This weekend the Martha’s Vineyard International Film Festival continues at venues throughout Vineyard Haven. The opening night ceremonies heralded in a new era as the first-ever film was screened at the new festival center located at 72 Beach Road in the Tisbury Marketplace.
The movie lineup continues through Sunday, at which point 22 films from around the world will have been showcased. A full schedule can be found online at mvfilmfest.com
This Saturday night, perhaps of particular interest to Vineyarders, is Marley, a documentary about Bob Marley which screens at 9 p.m. at the Capawock Theatre. The film traces the roots of the late reggae singer and highlights numerous live performances.
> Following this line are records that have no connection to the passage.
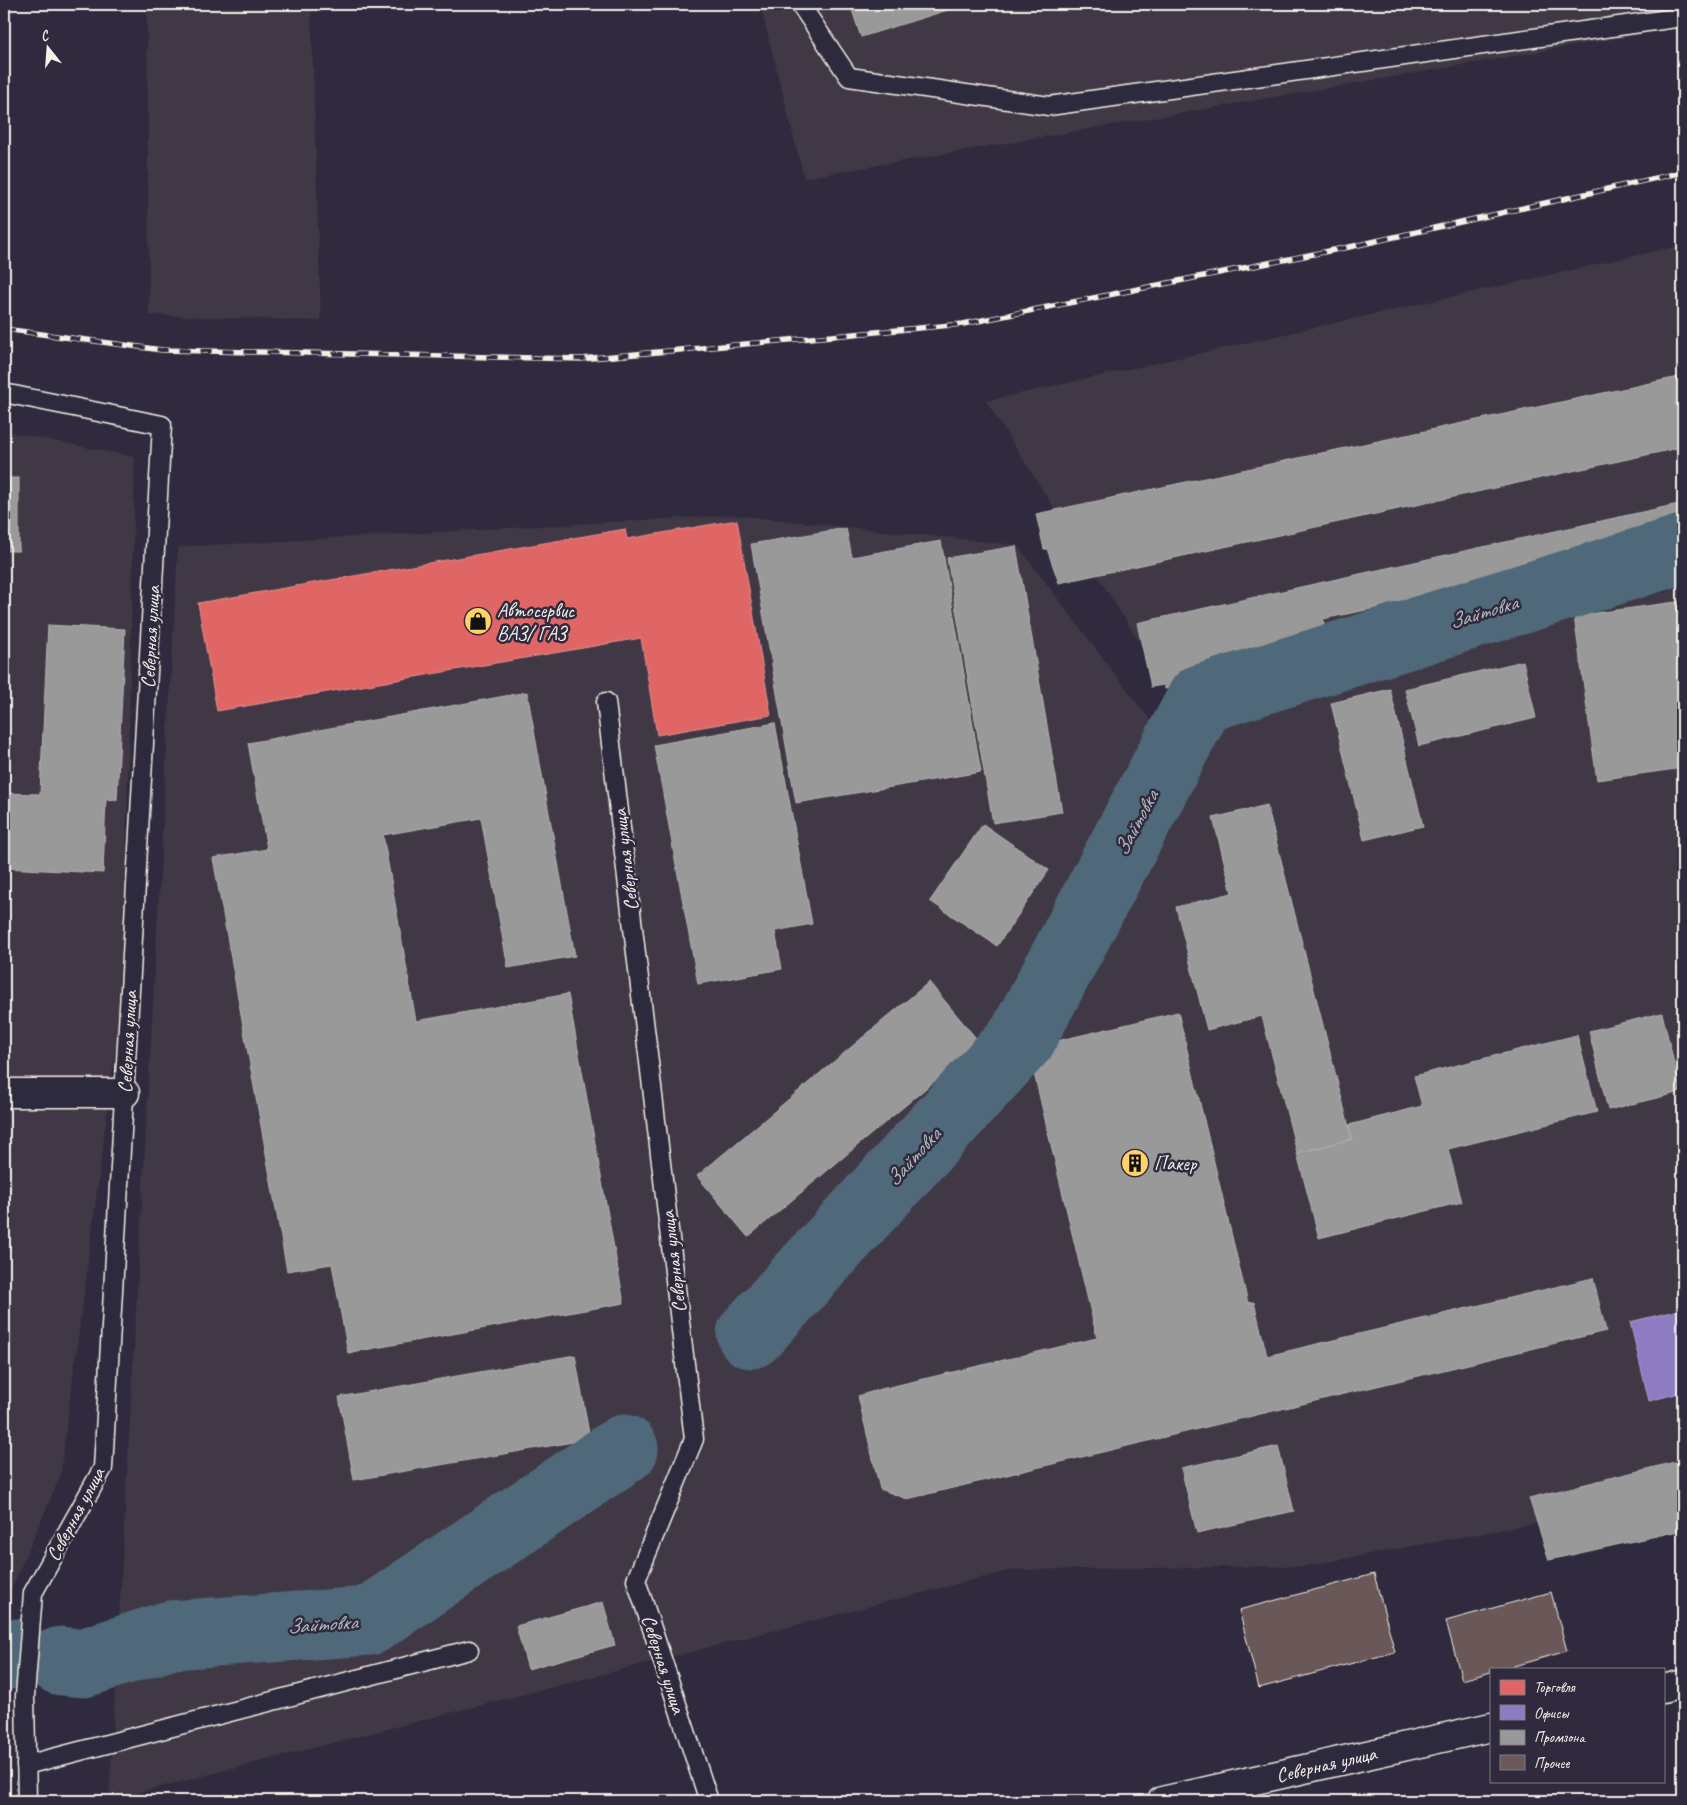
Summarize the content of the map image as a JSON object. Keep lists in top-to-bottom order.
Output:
{
  "streets": {
    "main road": ["Северная улица"]
  },
  "water": ["Зайтовка"],
  "places": {
    "shop": ["Автосервис ВАЗ/ ГАЗ"],
    "building": ["Пакер"]
  },
  "legend": [
    "Торговля",
    "Офисы",
    "Промзона",
    "Прочее"
  ],
  "north": "top"
}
Peter Simon, the photographer for Reggae Bloodlines, published in 1977, has “about 12 or 13” of his pictures in the movie. “They are more from the cultural side of Jamaica when Bob hit his prime,” Mr. Simon said.
Most of the photos are taken from the ghettos of Kingston where Bob Marley grew up rather than of the singer himself.
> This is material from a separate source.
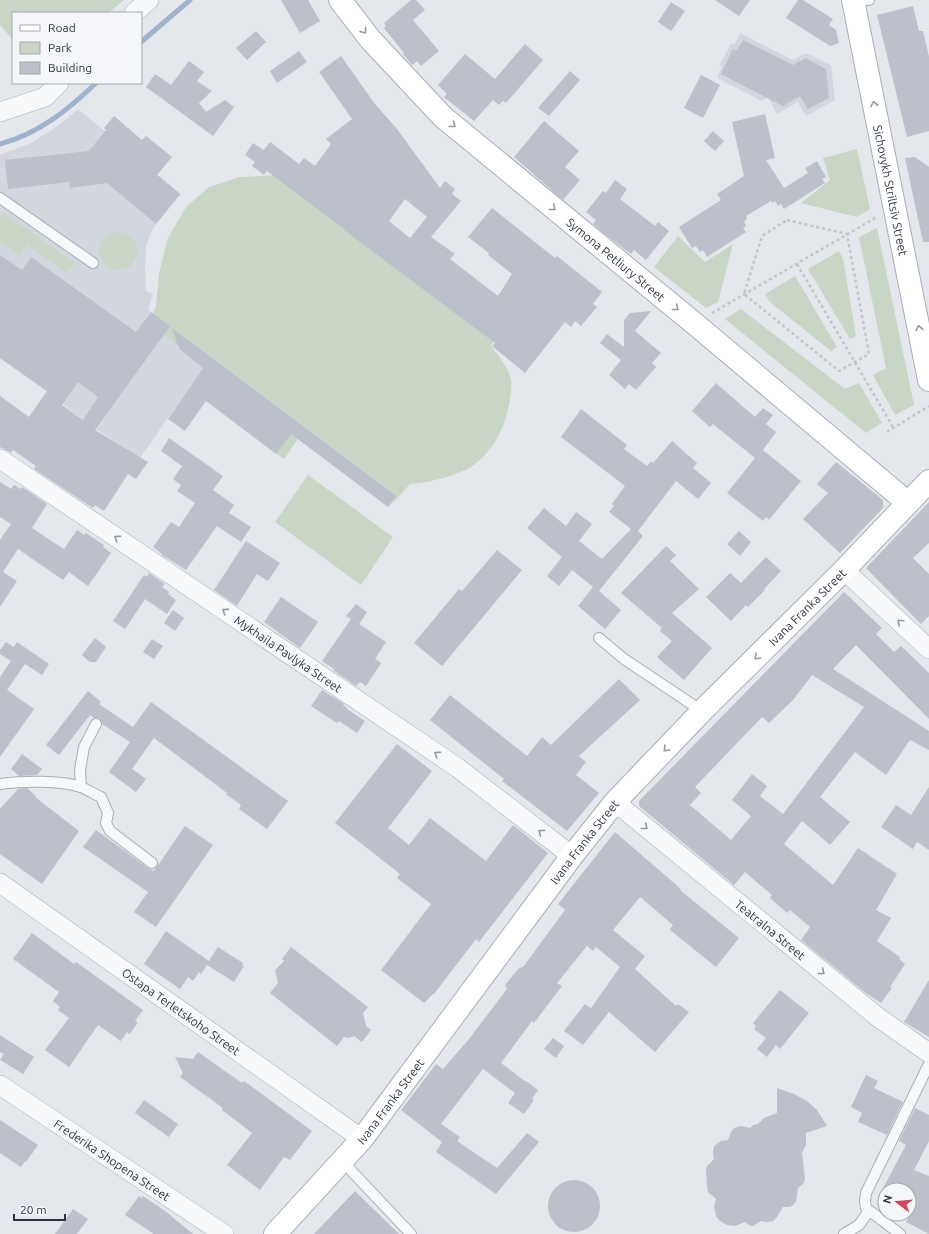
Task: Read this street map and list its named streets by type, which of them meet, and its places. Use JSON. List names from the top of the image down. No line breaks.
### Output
{"streets":{"street":["Sichovykh Striltsiv Street","Symona Petliury Street","Ivana Franka Street","Mykhaila Pavlyka Street","Teatralna Street","Ostapa Terletskoho Street","Frederika Shopena Street"]},"crossings":[["Symona Petliury Street","Ivana Franka Street"],["Ivana Franka Street","Mykhaila Pavlyka Street"],["Ivana Franka Street","Teatralna Street"],["Ivana Franka Street","Ostapa Terletskoho Street"]],"one_way":["Sichovykh Striltsiv Street","Symona Petliury Street","Mykhaila Pavlyka Street","Teatralna Street"],"legend":["Road","Park","Building"],"scale_bar":"20 m","north":"left"}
Mr. Simon, who spent time with Bob Marley on numerous occasions during his career, gives the movie a high mark, but said he wished it had revealed more of Mr. Marley’s youth, in particular that Bob had been abandoned by his mother at a young age and put under the care of his enfeebled grandfather. Essentially, as a young boy, he was left to fend for himself, an upbringing that helps explain the message of his music and art.
That said, Mr. Simon said the movie is “a must see for anyone who has an interest in reggae and Bob.”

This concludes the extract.